** What is expected **
Report each line of the entries below that has the word "Clot" in it.

** Supplied material **

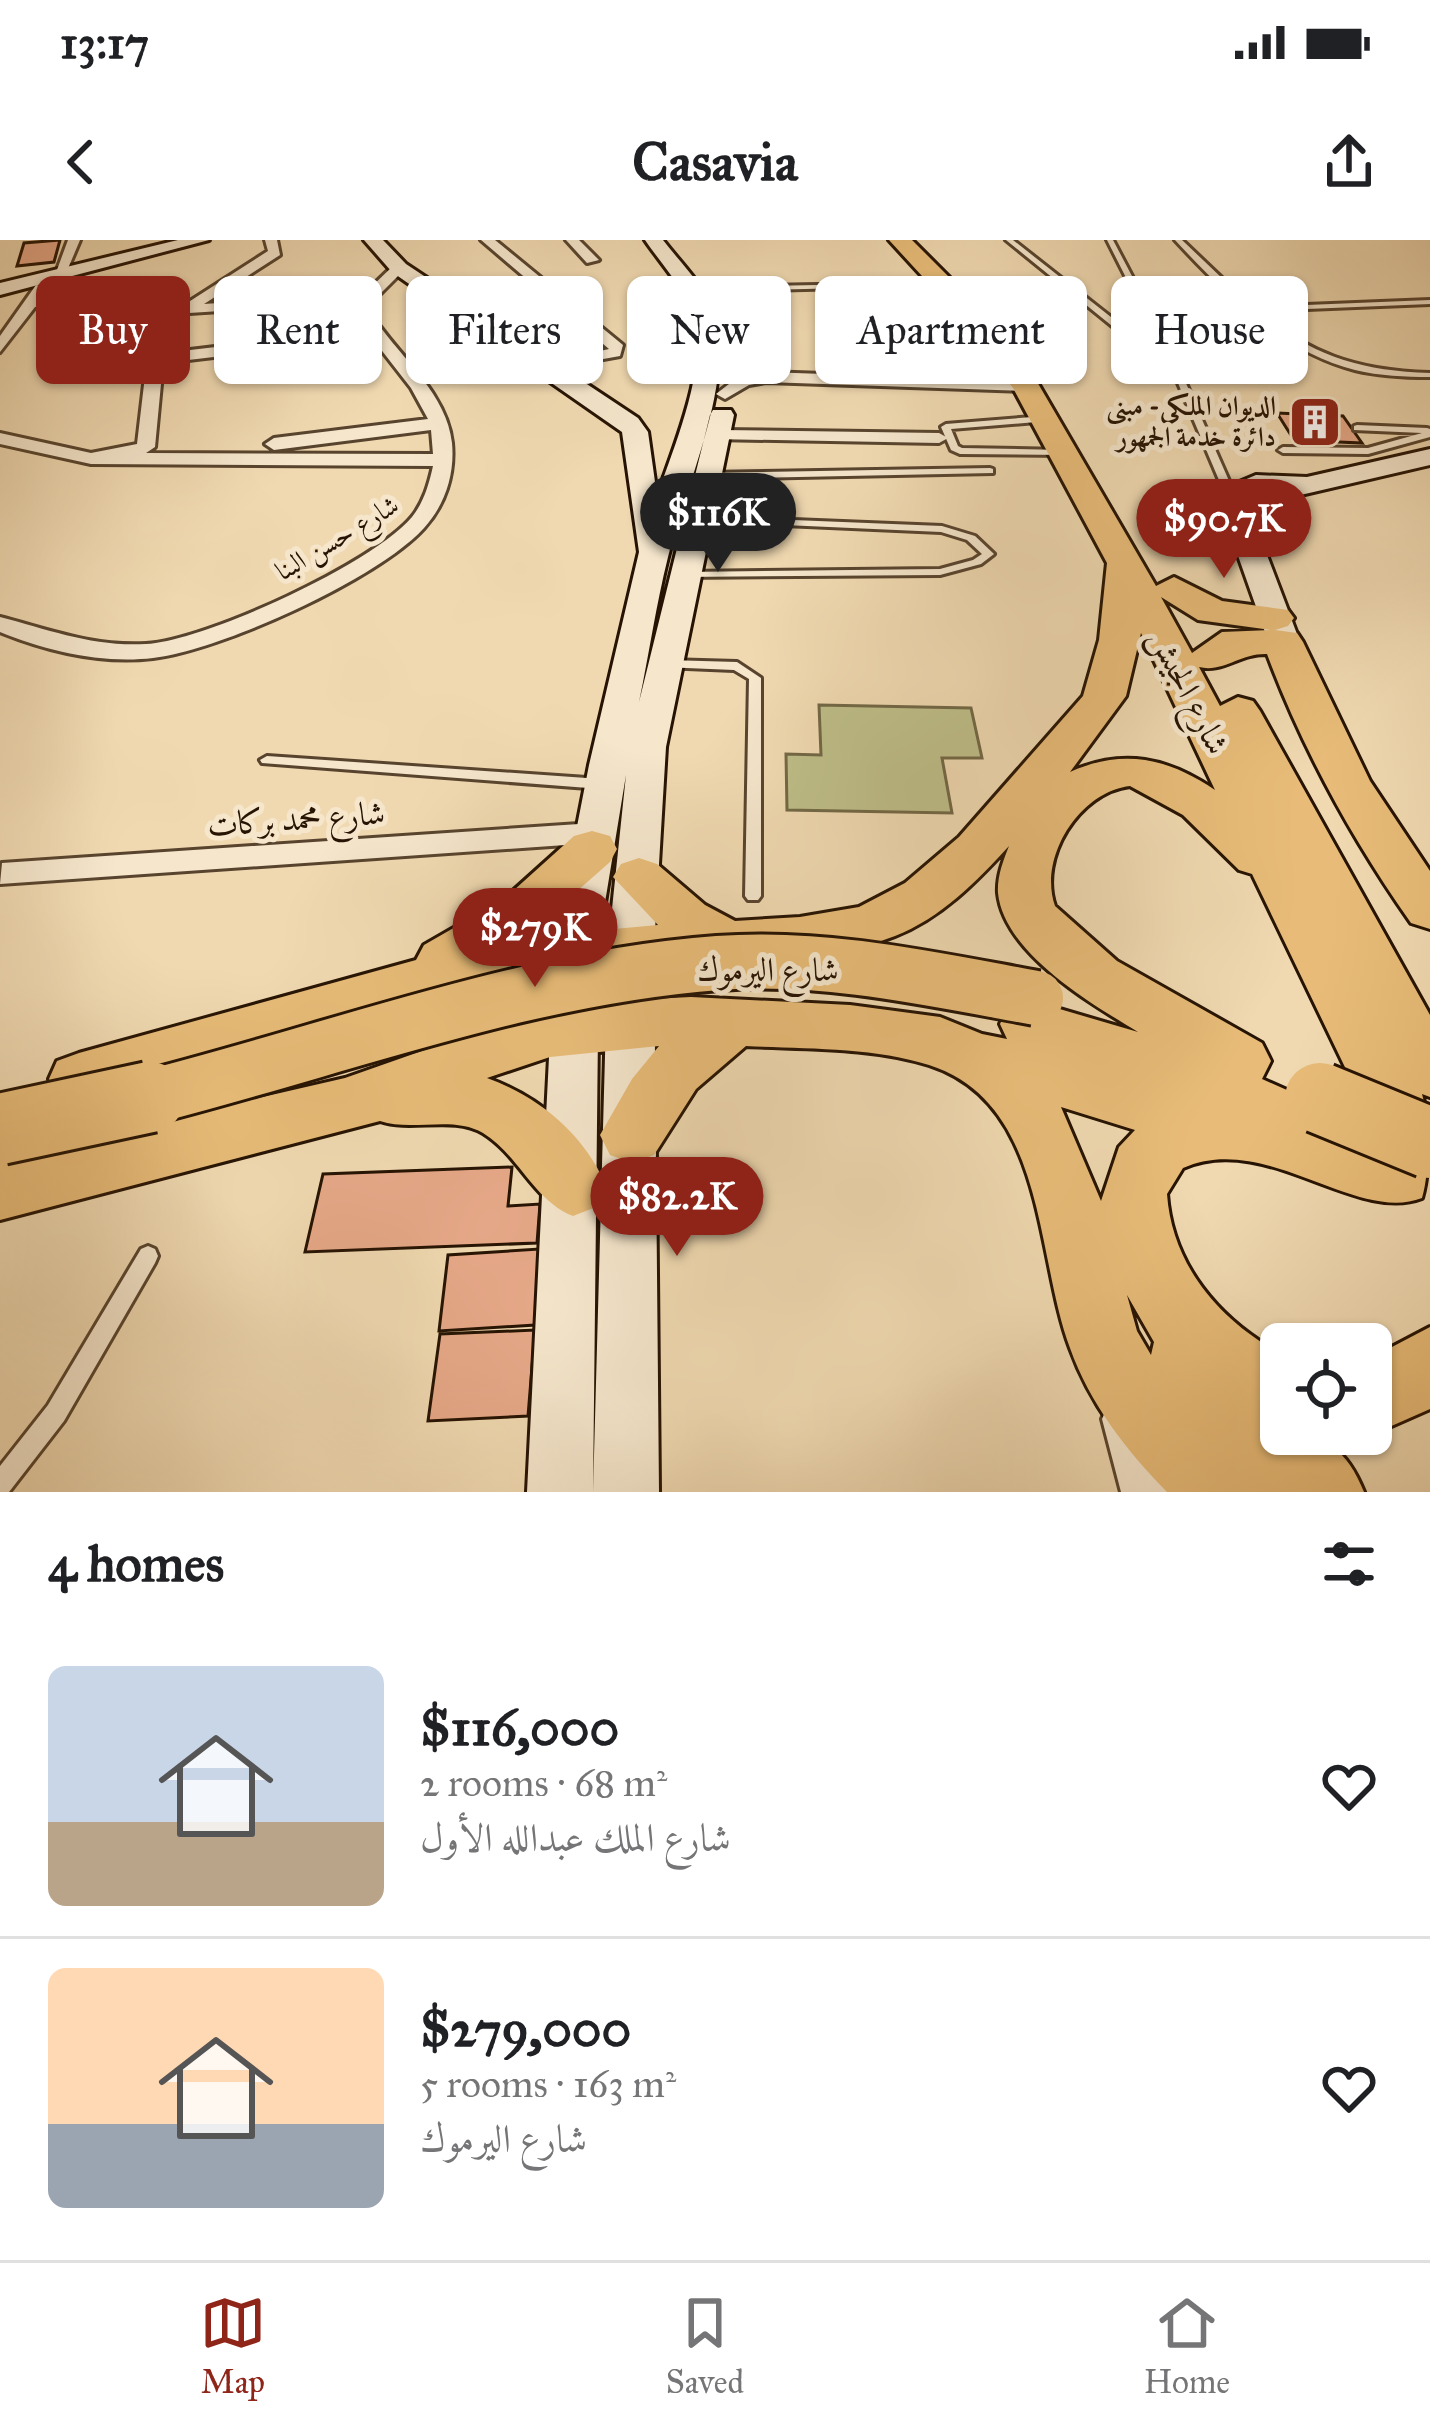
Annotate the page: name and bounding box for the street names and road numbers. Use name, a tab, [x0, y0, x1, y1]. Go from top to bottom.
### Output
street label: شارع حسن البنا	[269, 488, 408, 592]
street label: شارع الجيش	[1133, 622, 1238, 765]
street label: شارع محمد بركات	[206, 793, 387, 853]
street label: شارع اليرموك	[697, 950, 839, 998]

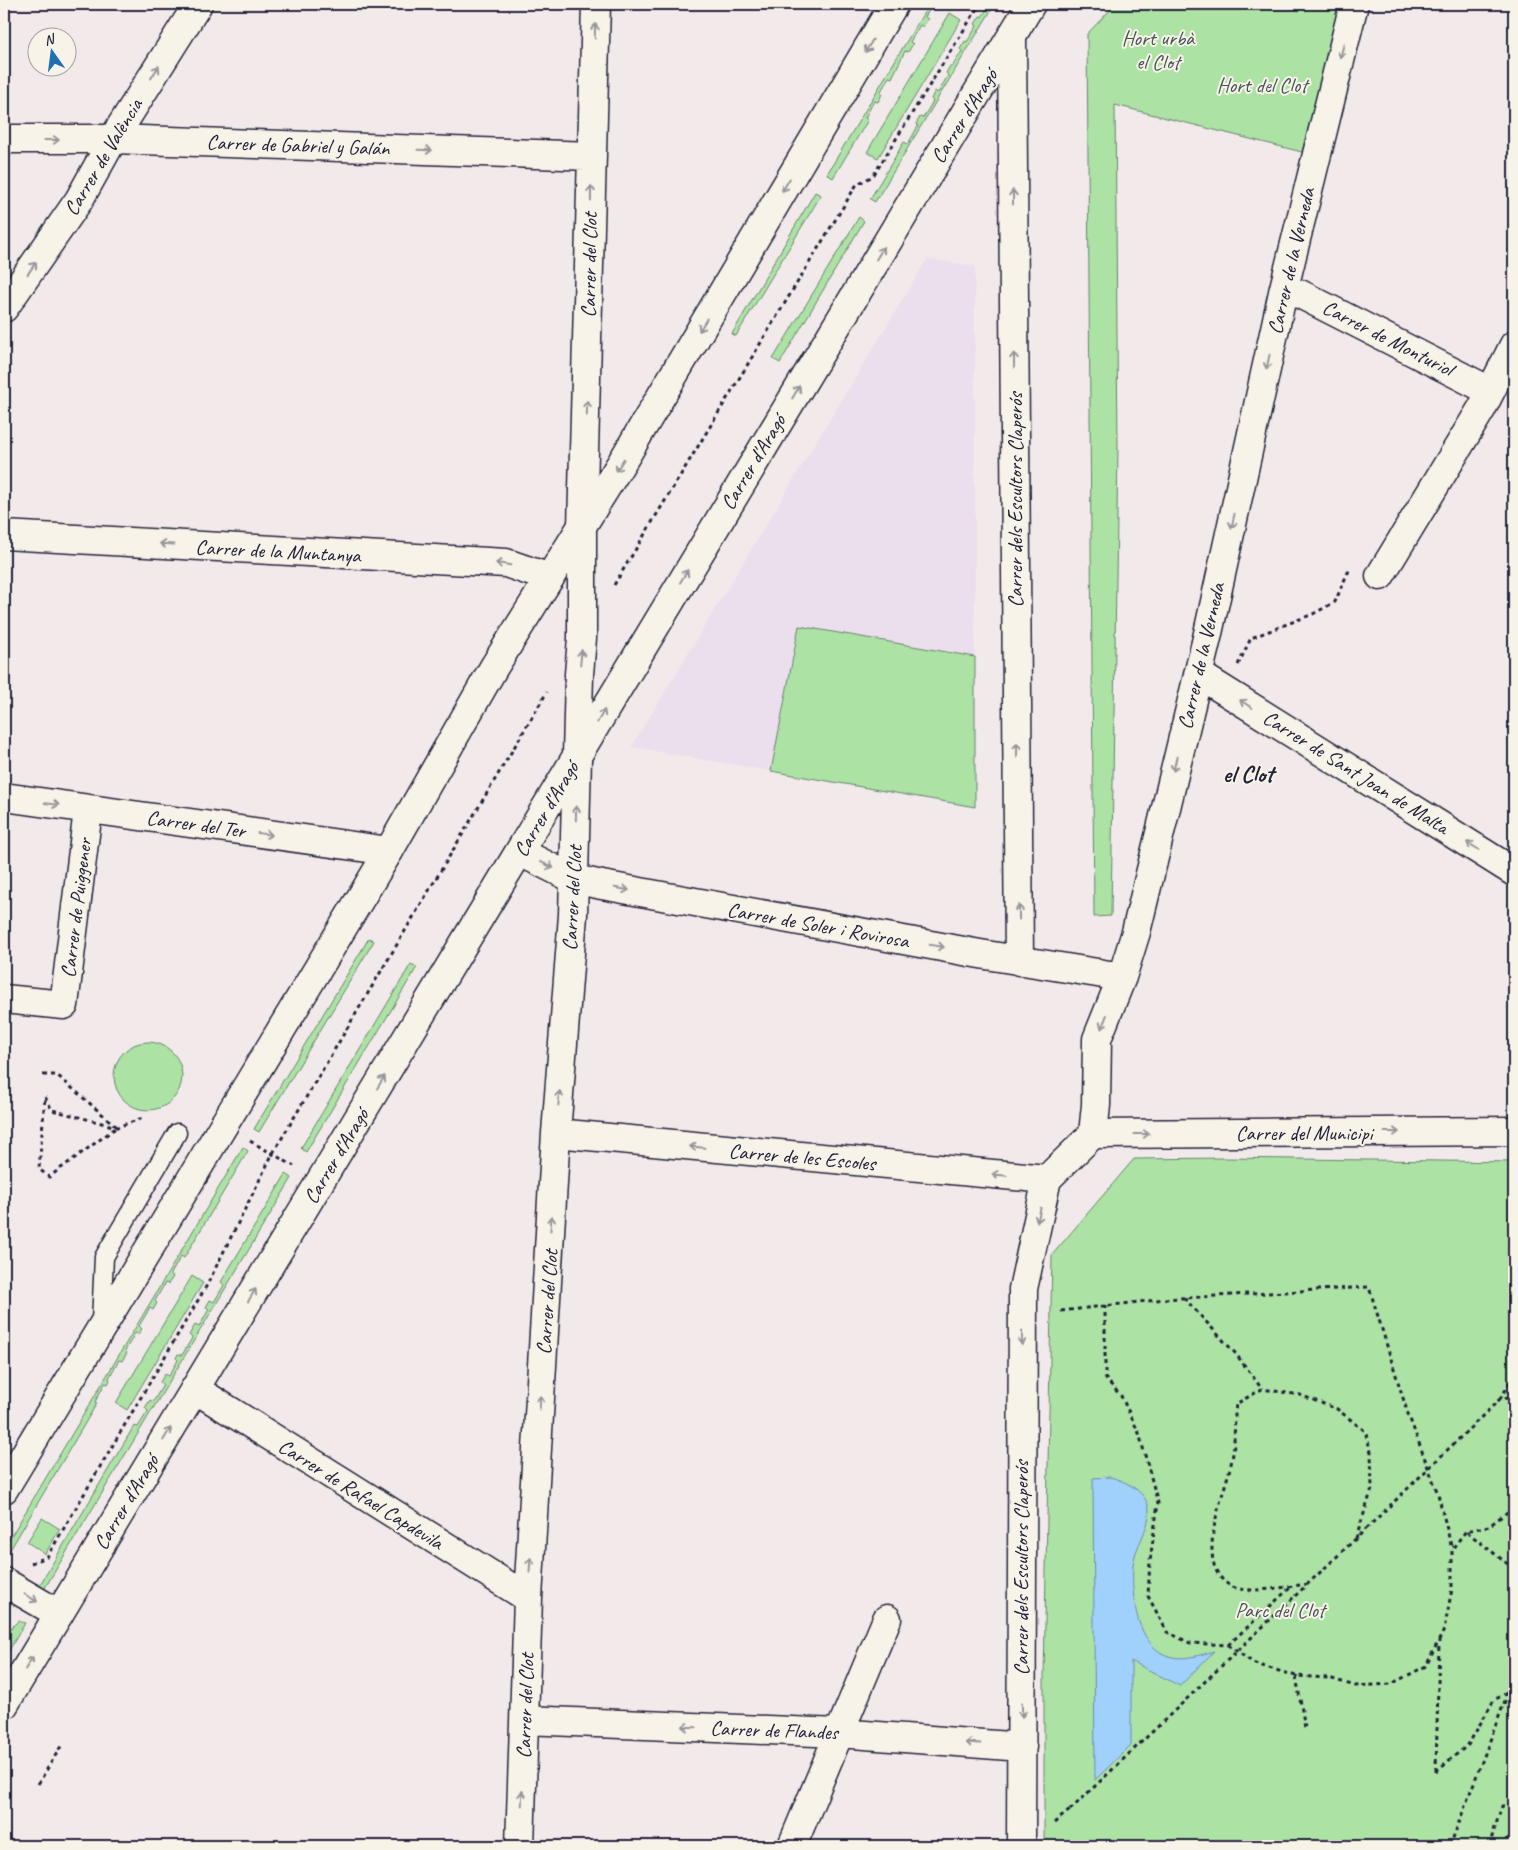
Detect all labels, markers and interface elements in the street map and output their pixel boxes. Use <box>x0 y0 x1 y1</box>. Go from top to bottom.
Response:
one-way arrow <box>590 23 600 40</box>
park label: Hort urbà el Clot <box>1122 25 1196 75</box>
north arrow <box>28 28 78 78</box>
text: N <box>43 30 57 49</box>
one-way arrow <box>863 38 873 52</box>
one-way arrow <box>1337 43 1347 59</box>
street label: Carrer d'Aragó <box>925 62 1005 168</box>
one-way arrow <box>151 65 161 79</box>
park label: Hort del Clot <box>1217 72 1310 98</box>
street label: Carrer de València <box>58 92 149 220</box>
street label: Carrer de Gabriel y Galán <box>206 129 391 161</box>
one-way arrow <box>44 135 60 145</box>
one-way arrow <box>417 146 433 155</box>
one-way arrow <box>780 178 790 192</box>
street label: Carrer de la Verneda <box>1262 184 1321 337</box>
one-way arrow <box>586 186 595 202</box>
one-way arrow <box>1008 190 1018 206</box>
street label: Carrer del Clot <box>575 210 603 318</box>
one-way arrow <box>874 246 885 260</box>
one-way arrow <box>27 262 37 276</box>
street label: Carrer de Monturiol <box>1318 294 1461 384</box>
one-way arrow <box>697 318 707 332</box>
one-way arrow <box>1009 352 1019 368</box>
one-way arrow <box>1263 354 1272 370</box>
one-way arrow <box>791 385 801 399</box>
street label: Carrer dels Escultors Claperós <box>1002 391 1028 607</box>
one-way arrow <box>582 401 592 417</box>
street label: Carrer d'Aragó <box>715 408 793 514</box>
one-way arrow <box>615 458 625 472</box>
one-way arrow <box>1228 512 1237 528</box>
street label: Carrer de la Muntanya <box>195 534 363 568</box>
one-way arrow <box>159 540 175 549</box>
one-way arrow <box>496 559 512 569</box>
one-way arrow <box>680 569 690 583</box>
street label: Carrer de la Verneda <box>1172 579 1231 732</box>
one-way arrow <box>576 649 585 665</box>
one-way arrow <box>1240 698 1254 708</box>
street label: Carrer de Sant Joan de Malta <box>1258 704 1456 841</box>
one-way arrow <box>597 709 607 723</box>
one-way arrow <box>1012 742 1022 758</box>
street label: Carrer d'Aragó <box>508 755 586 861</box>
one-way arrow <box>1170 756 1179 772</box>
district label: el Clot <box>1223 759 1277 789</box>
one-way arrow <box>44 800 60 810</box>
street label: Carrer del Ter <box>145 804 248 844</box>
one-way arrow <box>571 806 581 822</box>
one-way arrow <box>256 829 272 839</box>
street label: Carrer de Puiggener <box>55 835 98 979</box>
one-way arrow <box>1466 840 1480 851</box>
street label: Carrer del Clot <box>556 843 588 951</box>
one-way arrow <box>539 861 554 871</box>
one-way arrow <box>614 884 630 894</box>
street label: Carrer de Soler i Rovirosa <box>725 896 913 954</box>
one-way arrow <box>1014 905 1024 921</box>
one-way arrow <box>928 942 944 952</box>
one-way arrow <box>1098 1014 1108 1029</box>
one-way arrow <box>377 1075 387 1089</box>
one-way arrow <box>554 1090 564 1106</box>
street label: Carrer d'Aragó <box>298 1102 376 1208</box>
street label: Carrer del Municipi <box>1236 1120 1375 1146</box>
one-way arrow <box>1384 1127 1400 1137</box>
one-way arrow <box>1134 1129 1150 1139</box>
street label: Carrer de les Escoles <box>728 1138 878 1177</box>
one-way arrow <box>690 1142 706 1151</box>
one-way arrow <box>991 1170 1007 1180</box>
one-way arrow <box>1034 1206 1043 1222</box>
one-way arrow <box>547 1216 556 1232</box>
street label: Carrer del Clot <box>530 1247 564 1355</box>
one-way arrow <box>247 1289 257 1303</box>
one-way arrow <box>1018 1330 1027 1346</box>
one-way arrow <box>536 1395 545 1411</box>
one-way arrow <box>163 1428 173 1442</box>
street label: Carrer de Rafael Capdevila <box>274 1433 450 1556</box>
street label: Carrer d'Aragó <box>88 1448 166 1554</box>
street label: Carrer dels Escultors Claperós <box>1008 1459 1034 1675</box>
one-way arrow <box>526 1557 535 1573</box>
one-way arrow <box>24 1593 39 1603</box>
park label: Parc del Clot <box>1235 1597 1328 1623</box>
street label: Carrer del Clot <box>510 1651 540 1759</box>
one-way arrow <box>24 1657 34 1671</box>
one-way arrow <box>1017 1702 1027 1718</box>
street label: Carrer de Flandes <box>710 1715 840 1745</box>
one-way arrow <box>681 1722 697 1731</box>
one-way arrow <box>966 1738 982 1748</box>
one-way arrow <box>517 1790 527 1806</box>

** Output of the exercise **
park label: Hort urbà el Clot <box>1122 25 1196 75</box>
park label: Hort del Clot <box>1217 72 1310 98</box>
street label: Carrer del Clot <box>575 210 603 318</box>
district label: el Clot <box>1223 759 1277 789</box>
street label: Carrer del Clot <box>556 843 588 951</box>
street label: Carrer del Clot <box>530 1247 564 1355</box>
park label: Parc del Clot <box>1235 1597 1328 1623</box>
street label: Carrer del Clot <box>510 1651 540 1759</box>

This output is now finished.